### WHAT TO DO
Please retype all the data below exactly, line for line.

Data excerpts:
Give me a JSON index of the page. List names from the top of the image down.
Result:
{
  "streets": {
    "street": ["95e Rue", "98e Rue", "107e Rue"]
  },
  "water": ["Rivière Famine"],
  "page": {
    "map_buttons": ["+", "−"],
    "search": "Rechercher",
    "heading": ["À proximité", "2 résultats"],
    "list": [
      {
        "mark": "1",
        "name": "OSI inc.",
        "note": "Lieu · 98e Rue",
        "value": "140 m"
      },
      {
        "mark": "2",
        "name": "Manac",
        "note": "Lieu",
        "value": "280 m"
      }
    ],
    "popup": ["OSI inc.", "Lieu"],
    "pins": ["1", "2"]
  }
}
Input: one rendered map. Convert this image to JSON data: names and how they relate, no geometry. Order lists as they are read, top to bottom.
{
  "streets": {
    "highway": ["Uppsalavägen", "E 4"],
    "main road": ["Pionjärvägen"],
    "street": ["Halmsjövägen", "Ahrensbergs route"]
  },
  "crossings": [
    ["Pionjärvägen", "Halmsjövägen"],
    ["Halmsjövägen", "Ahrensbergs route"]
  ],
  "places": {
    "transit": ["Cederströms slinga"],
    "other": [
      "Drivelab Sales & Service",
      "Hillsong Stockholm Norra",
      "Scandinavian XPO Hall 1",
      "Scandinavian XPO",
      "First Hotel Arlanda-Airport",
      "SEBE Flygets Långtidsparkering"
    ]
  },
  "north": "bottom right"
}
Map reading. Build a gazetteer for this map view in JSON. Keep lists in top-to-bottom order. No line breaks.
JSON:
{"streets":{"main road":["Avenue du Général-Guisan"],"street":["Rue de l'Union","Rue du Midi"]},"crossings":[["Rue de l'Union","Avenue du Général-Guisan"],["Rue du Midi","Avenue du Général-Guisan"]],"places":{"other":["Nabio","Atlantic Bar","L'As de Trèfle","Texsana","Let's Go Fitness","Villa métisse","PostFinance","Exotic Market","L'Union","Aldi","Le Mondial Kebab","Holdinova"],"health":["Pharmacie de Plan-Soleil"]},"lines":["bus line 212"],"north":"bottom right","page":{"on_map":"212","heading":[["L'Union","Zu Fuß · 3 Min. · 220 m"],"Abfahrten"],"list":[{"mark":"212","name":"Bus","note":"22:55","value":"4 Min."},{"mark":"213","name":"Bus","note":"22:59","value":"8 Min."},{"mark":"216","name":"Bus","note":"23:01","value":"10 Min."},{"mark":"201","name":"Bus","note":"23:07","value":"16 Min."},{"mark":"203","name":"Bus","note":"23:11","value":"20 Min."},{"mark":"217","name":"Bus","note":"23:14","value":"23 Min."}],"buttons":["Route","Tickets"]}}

### SOLUTION FOR THIS EXERCISE
Give me a JSON index of the page. List names from the top of the image down.
Result:
{
  "streets": {
    "street": ["95e Rue", "98e Rue", "107e Rue"]
  },
  "water": ["Rivière Famine"],
  "page": {
    "map_buttons": ["+", "−"],
    "search": "Rechercher",
    "heading": ["À proximité", "2 résultats"],
    "list": [
      {
        "mark": "1",
        "name": "OSI inc.",
        "note": "Lieu · 98e Rue",
        "value": "140 m"
      },
      {
        "mark": "2",
        "name": "Manac",
        "note": "Lieu",
        "value": "280 m"
      }
    ],
    "popup": ["OSI inc.", "Lieu"],
    "pins": ["1", "2"]
  }
}
Input: one rendered map. Convert this image to JSON data: names and how they relate, no geometry. Order lists as they are read, top to bottom.
{
  "streets": {
    "highway": ["Uppsalavägen", "E 4"],
    "main road": ["Pionjärvägen"],
    "street": ["Halmsjövägen", "Ahrensbergs route"]
  },
  "crossings": [
    ["Pionjärvägen", "Halmsjövägen"],
    ["Halmsjövägen", "Ahrensbergs route"]
  ],
  "places": {
    "transit": ["Cederströms slinga"],
    "other": [
      "Drivelab Sales & Service",
      "Hillsong Stockholm Norra",
      "Scandinavian XPO Hall 1",
      "Scandinavian XPO",
      "First Hotel Arlanda-Airport",
      "SEBE Flygets Långtidsparkering"
    ]
  },
  "north": "bottom right"
}
Map reading. Build a gazetteer for this map view in JSON. Keep lists in top-to-bottom order. No line breaks.
JSON:
{"streets":{"main road":["Avenue du Général-Guisan"],"street":["Rue de l'Union","Rue du Midi"]},"crossings":[["Rue de l'Union","Avenue du Général-Guisan"],["Rue du Midi","Avenue du Général-Guisan"]],"places":{"other":["Nabio","Atlantic Bar","L'As de Trèfle","Texsana","Let's Go Fitness","Villa métisse","PostFinance","Exotic Market","L'Union","Aldi","Le Mondial Kebab","Holdinova"],"health":["Pharmacie de Plan-Soleil"]},"lines":["bus line 212"],"north":"bottom right","page":{"on_map":"212","heading":[["L'Union","Zu Fuß · 3 Min. · 220 m"],"Abfahrten"],"list":[{"mark":"212","name":"Bus","note":"22:55","value":"4 Min."},{"mark":"213","name":"Bus","note":"22:59","value":"8 Min."},{"mark":"216","name":"Bus","note":"23:01","value":"10 Min."},{"mark":"201","name":"Bus","note":"23:07","value":"16 Min."},{"mark":"203","name":"Bus","note":"23:11","value":"20 Min."},{"mark":"217","name":"Bus","note":"23:14","value":"23 Min."}],"buttons":["Route","Tickets"]}}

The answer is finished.